Your task is to gather the lines below that hold the string "read".

====== Source information ======

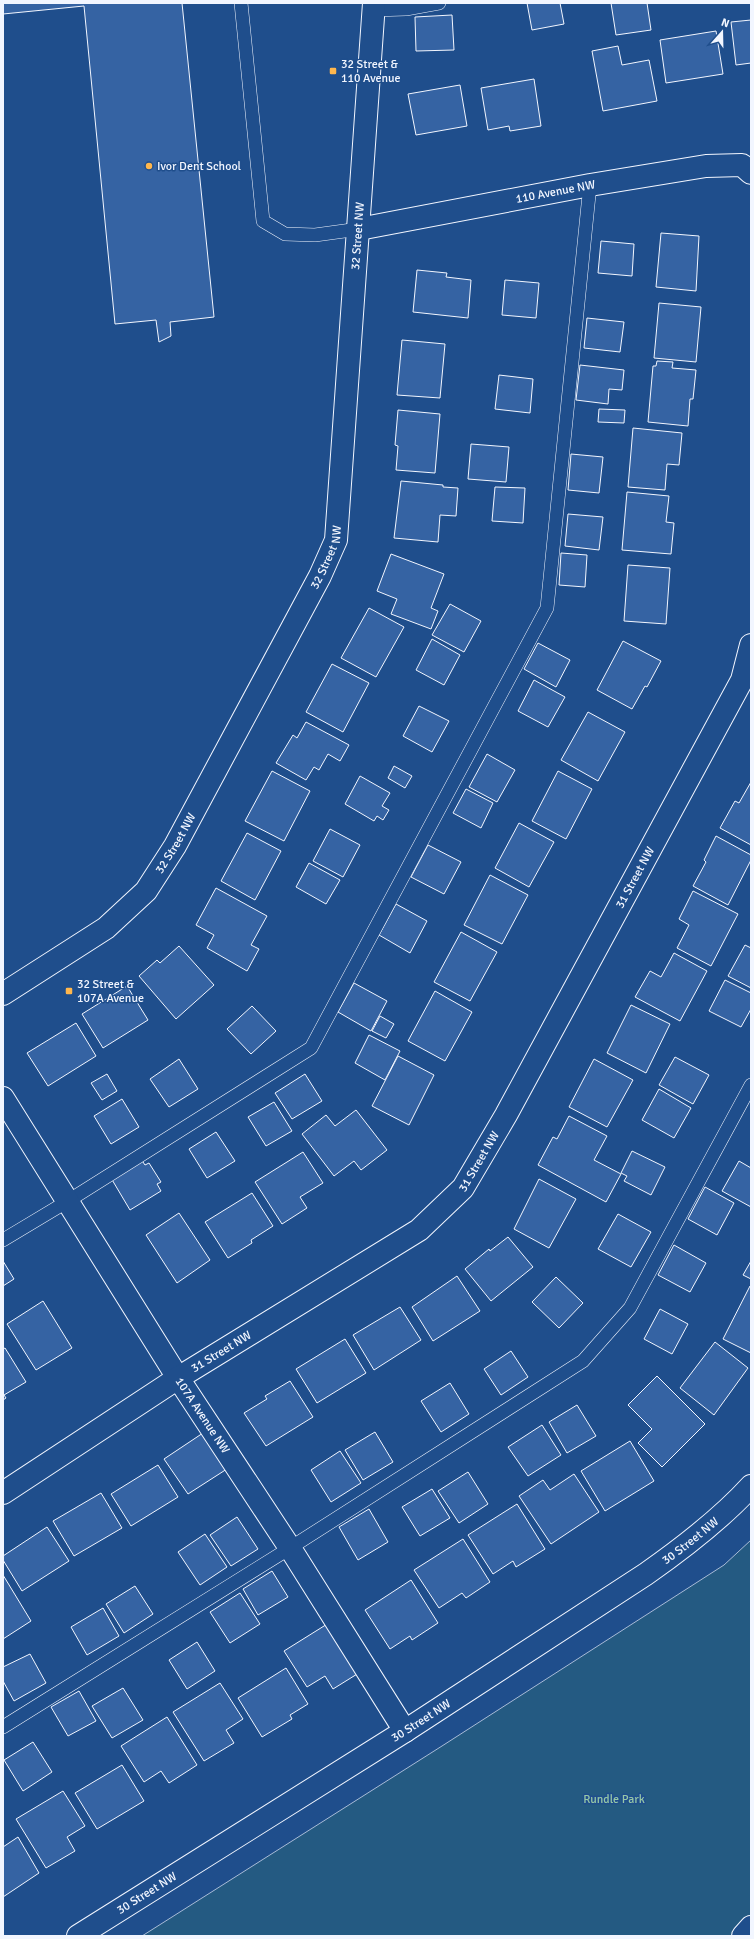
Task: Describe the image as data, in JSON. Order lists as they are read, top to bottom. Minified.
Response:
{"streets":{"street":["110 Avenue NW","32 Street NW","31 Street NW","107A Avenue NW","30 Street NW"]},"crossings":[["110 Avenue NW","32 Street NW"],["31 Street NW","107A Avenue NW"],["107A Avenue NW","30 Street NW"]],"parks":["Rundle Park"],"places":{"transit":["32 Street & 110 Avenue","32 Street & 107A Avenue"],"other":["Ivor Dent School"]},"north":"top"}
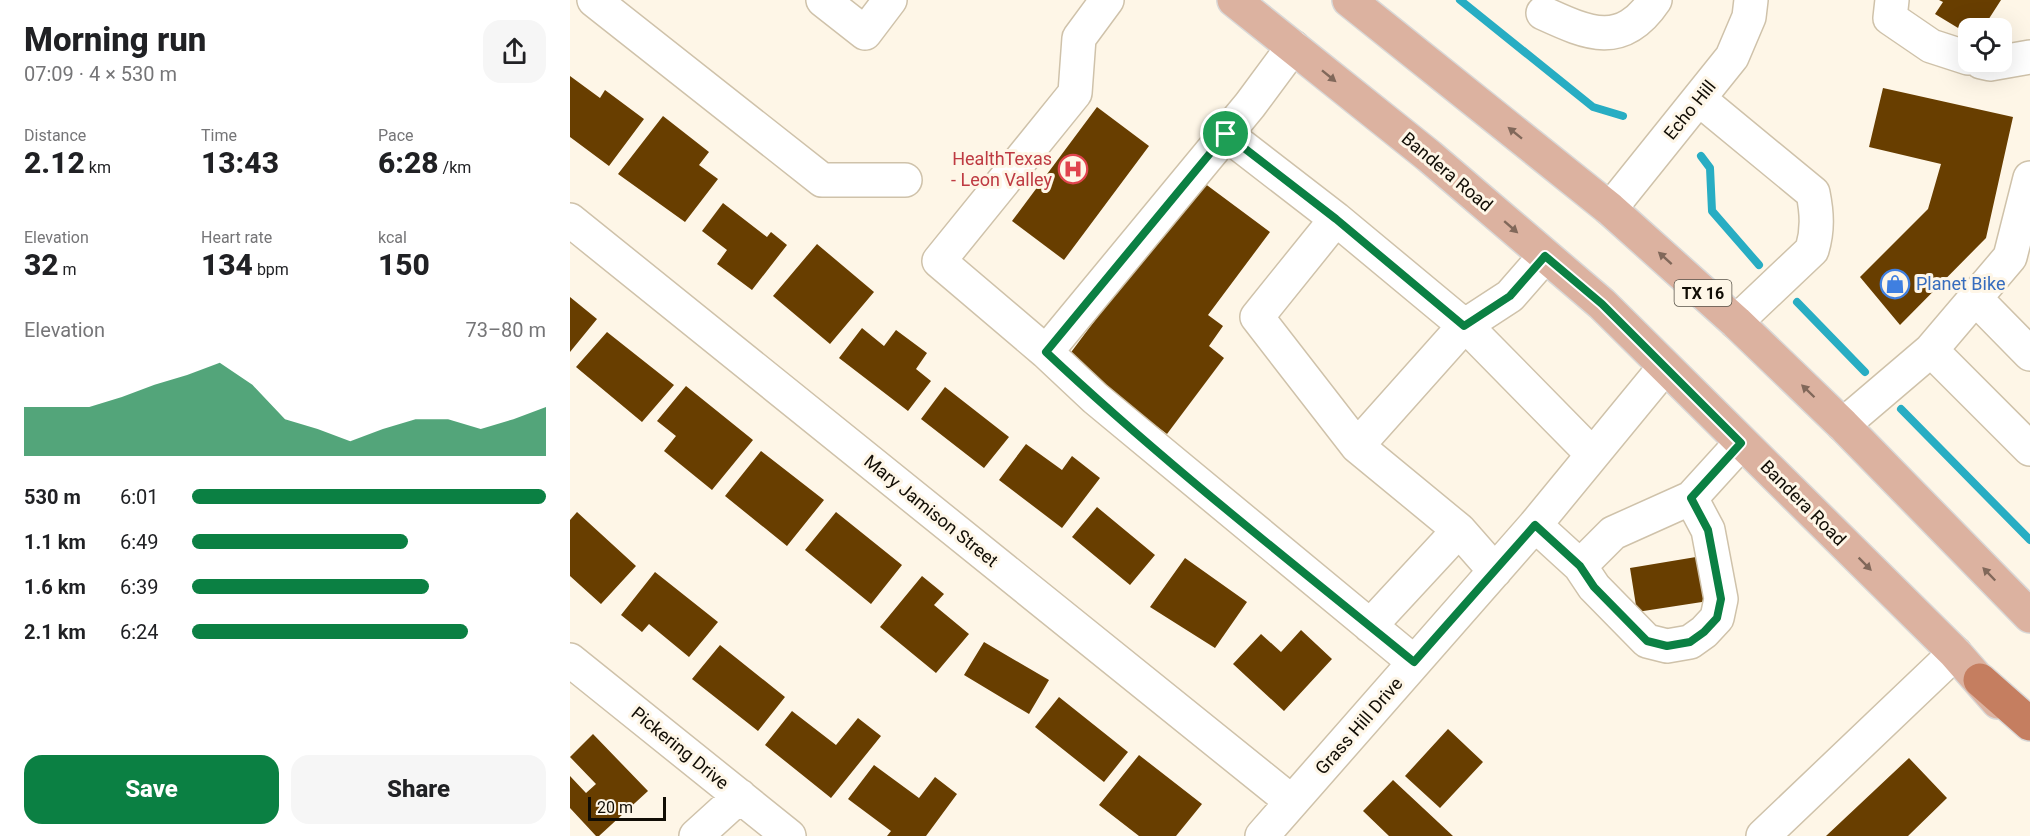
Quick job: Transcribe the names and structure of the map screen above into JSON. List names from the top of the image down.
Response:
{
  "streets": {
    "main road": ["Bandera Road", "TX 16"],
    "street": [
      "Echo Hill",
      "Mary Jamison Street",
      "Grass Hill Drive",
      "Pickering Drive"
    ]
  },
  "crossings": [
    ["Echo Hill", "TX 16"],
    ["Bandera Road", "Grass Hill Drive"],
    ["Mary Jamison Street", "Grass Hill Drive"]
  ],
  "places": {
    "hospital": ["HealthTexas - Leon Valley"],
    "shop": ["Planet Bike"]
  },
  "scale_bar": "20 m",
  "page": {
    "heading": ["Morning run", "07:09 · 4 × 530 m"],
    "stats": [
      ["Distance", "2.12 km"],
      ["Time", "13:43"],
      ["Pace", "6:28 /km"],
      ["Elevation", "32 m"],
      ["Heart rate", "134 bpm"],
      ["kcal", "150"]
    ],
    "chart": ["Elevation", "73–80 m"],
    "list": [
      {
        "name": "530 m",
        "note": "6:01"
      },
      {
        "name": "1.1 km",
        "note": "6:49"
      },
      {
        "name": "1.6 km",
        "note": "6:39"
      },
      {
        "name": "2.1 km",
        "note": "6:24"
      }
    ],
    "buttons": ["Save", "Share"],
    "scale": "20 m"
  }
}
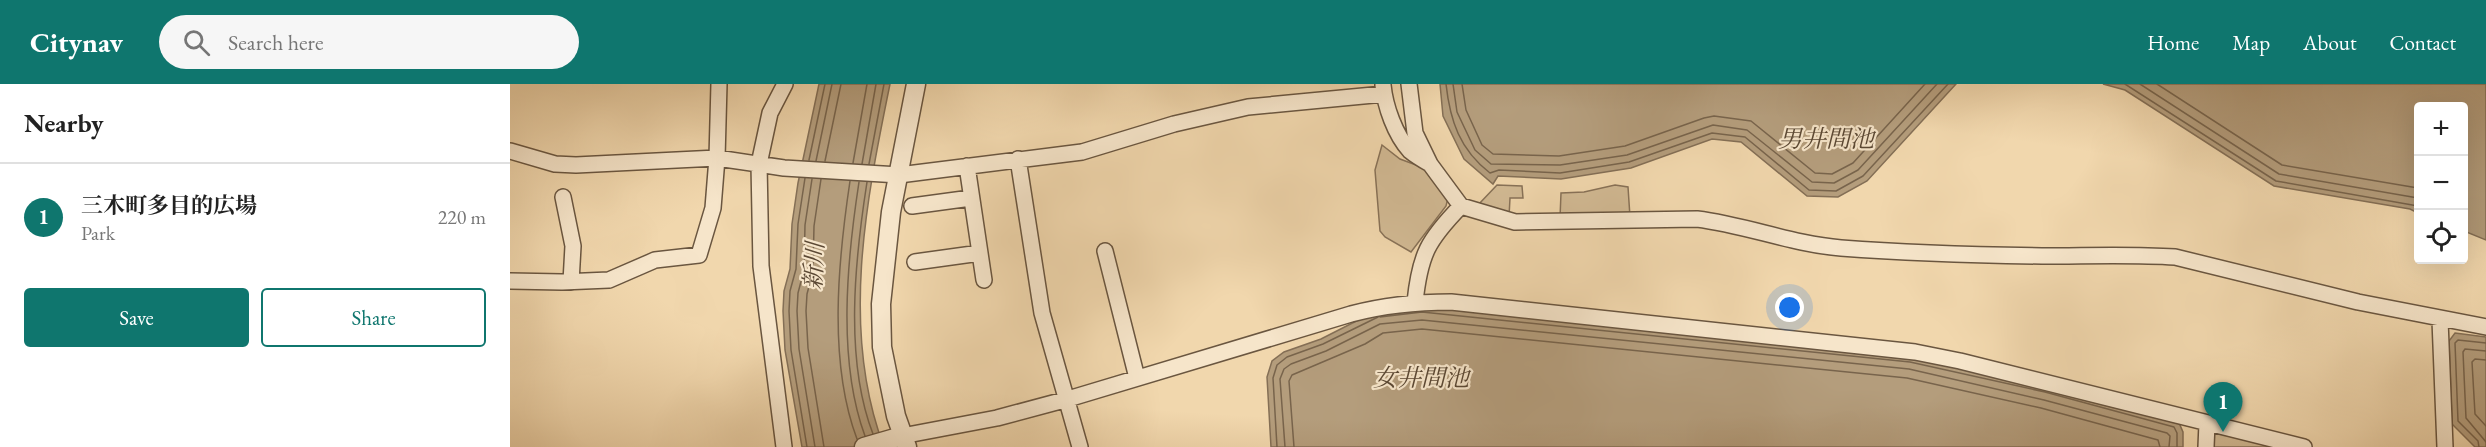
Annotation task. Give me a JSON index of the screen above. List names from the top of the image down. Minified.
{"water":["男井間池","新川","女井間池"],"page":{"header":"Citynav","search":"Search here","nav":["Home","Map","About","Contact"],"heading":"Nearby","map_buttons":["+","−"],"list":[{"mark":"1","name":"三木町多目的広場","note":"Park","value":"220 m"}],"buttons":["Save","Share"],"pins":"1"}}
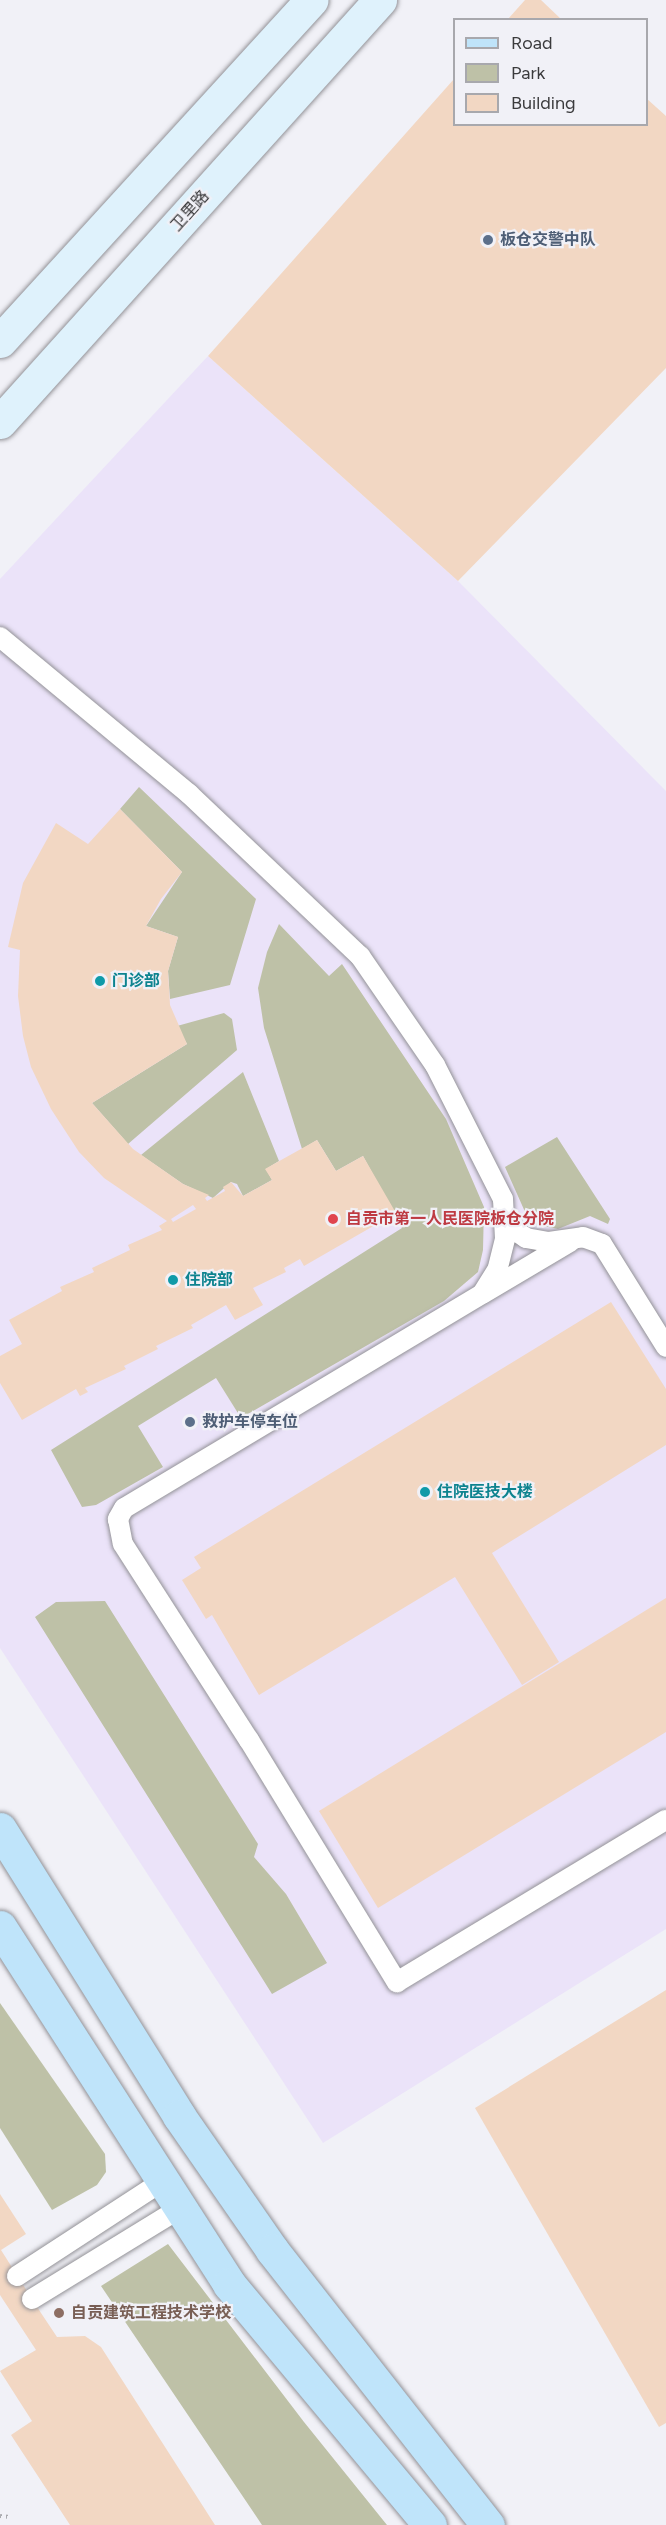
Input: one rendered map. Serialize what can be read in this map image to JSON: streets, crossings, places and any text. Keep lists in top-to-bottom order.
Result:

======

Result for this task:
Task: Describe the image as data, in JSON. Order lists as they are read, top to bottom. Minified.
Input: one rendered map. Serialize what can be read in this map image to JSON: streets, crossings, places and any text. Keep lists in top-to-bottom order.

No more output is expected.